Passive Implementation of Multibody Simulations for Haptic Display

J. Michael Brown

Ph.D thesis, Northwestern University, 1998

© 1998 NWU. Personal use of this material is permitted. However, permission to reprint/republish this material for advertising or promotional purposes or for creating new collective works for resale, or to reuse any copyrighted component of this work in other works must be obtained from Northwestern University.

Abstract:

The development of complex virtual environment simulations is a challenging problem in haptic display. Due to the dynamic interactions between the human operator, mechanism, sensors, actuators and physics-based simulation, provision of stability guarantees is both an interesting theoretical question and an important practical concern. Most existing virtual environments rely on the careful tuning of environment and control parameters to ensure stability. Whenever changes are made to the environment (such as changing the length of an object), these parameters have to be re-tuned. While merely annoying for relatively simple environments, this process becomes impractical for complex ones.
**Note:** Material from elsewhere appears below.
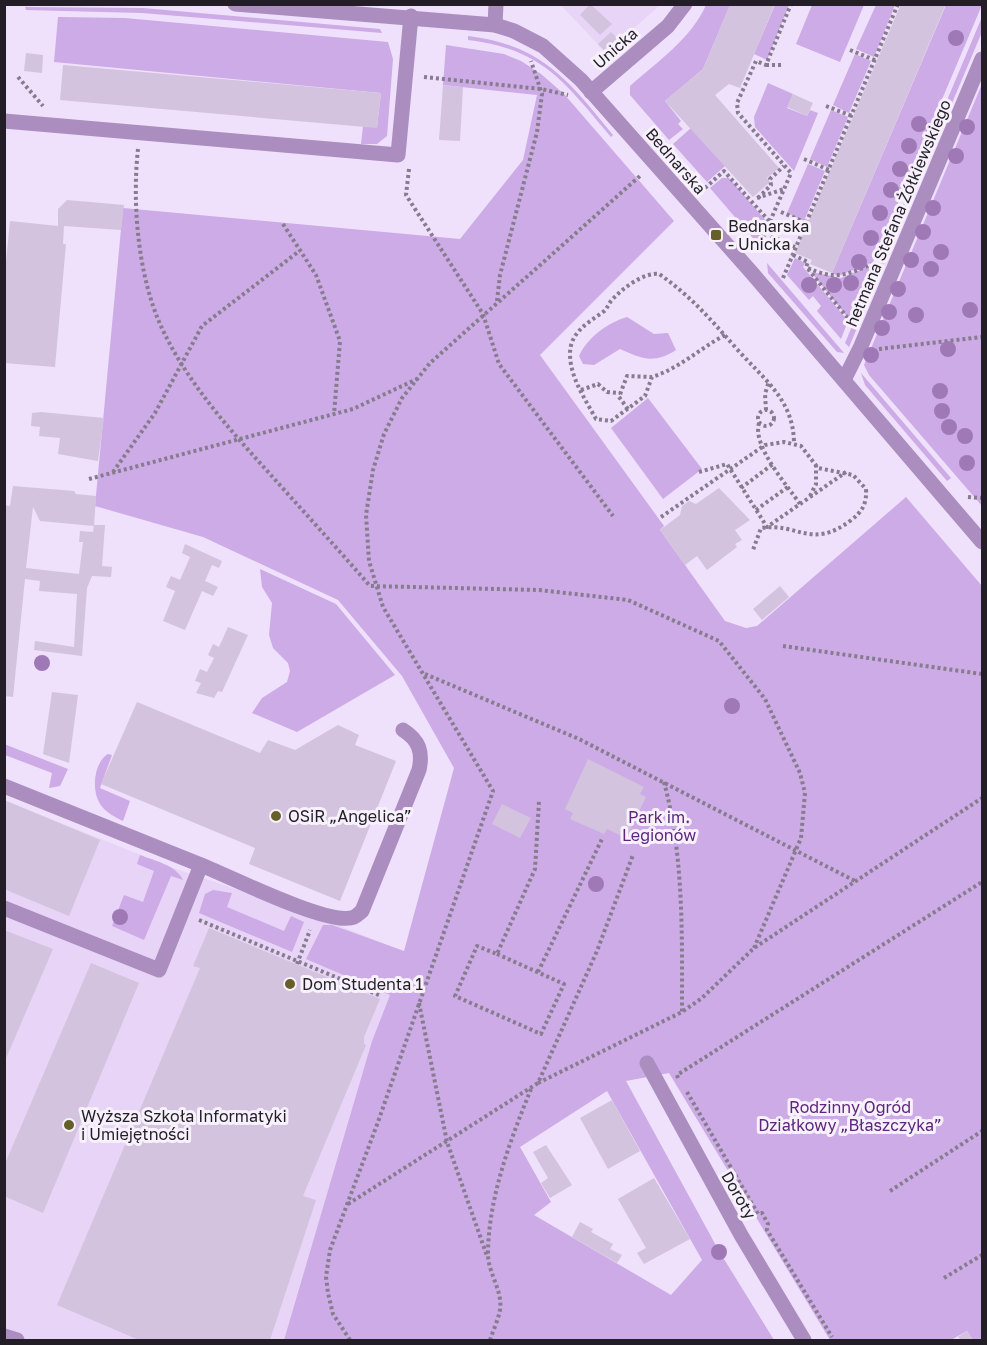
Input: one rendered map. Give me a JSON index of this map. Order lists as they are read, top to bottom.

The focus of this work is the development of a software architecture that permits the simulation of complex multibody environments on a haptic display. This architecture separates the haptic display from the simulation, such that stability of the haptic display is not strongly dependent on simulation parameters. These simulations exhibit vastly improved stability properties compared to previous implementations. Since the haptic display and virtual environment are still weakly connected, guidelines for the design of virtual environments are presented.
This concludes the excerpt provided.